In light of the upcoming departure of Ms. Levy and Mr. Ragsdell's request to take on more responsibilities, and in an attempt to persuade him from leaving the RHA for other employment, thereby leaving the RHA with only two employees, Mr. Ragsdell received a raise and additional responsibilities in February 2011. At the time of Mr. Ragsdell's raise in early February 2011, Ms. Lopez was "fairly unaware" of Mr. Ragsdell's previous performance. Lopez Dep. 158:17-20. Shortly after Mr. Ragsdell received his raise, and shortly before Ms. Levy left the RHA, Ms.

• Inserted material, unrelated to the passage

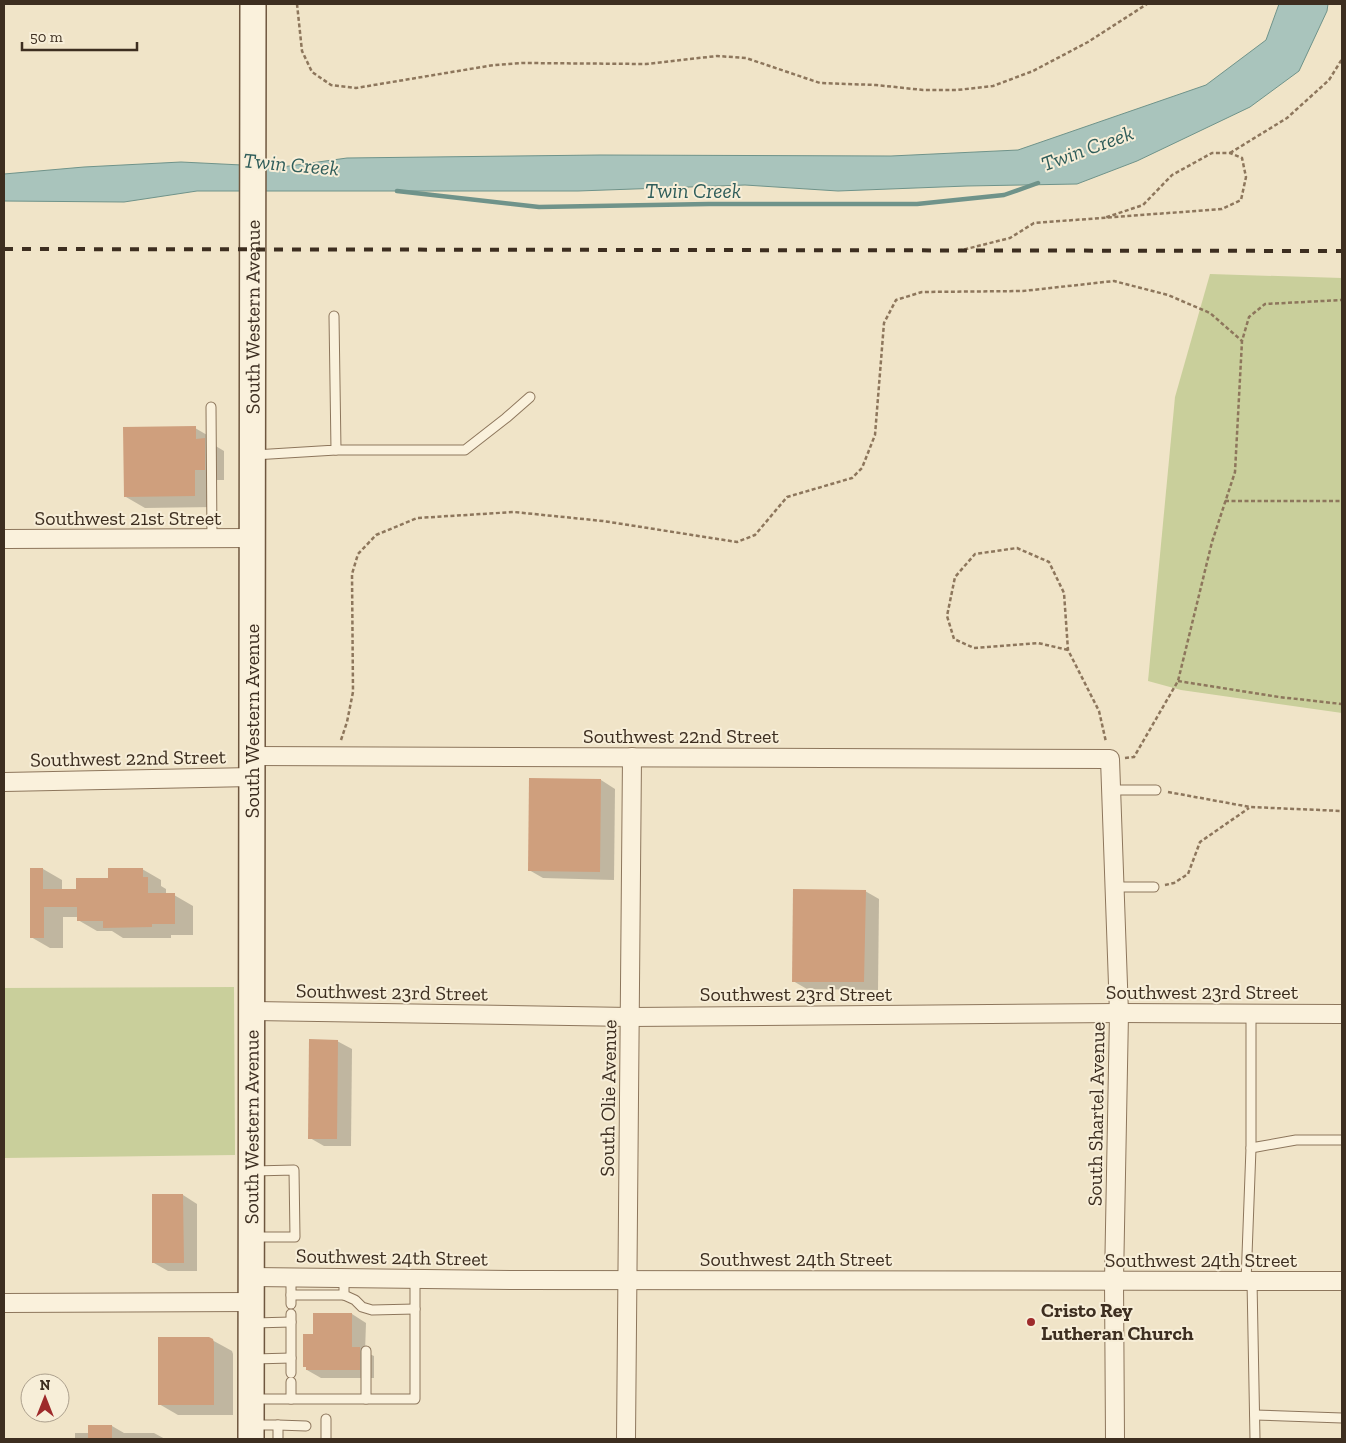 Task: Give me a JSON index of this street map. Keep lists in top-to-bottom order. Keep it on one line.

Levy informed Ms. Lopez about some issues concerning her regarding Mr. Ragsdell's performance. After Ms. Levy informed Ms. Lopez about Mr. Ragsdell's various deficiencies, the three met for a short meeting in which the various issues with Mr. Ragsdell's employment were discussed. At the close of the meeting, Ms. Levy compiled a memorandum documenting her concerns that were discussed in the meeting. Sometime between February 7th and 17th, Mr. Ragsdell informed Ms. Lopez that his medical condition would require him to increase his medical visits to Denver from twice per year to four times per year. Mr. Ragsdell was never denied leave to go to a medical appointment and attended one of his requisite trips between the time he notified Ms. Lopez of his increased frequency and when he quit.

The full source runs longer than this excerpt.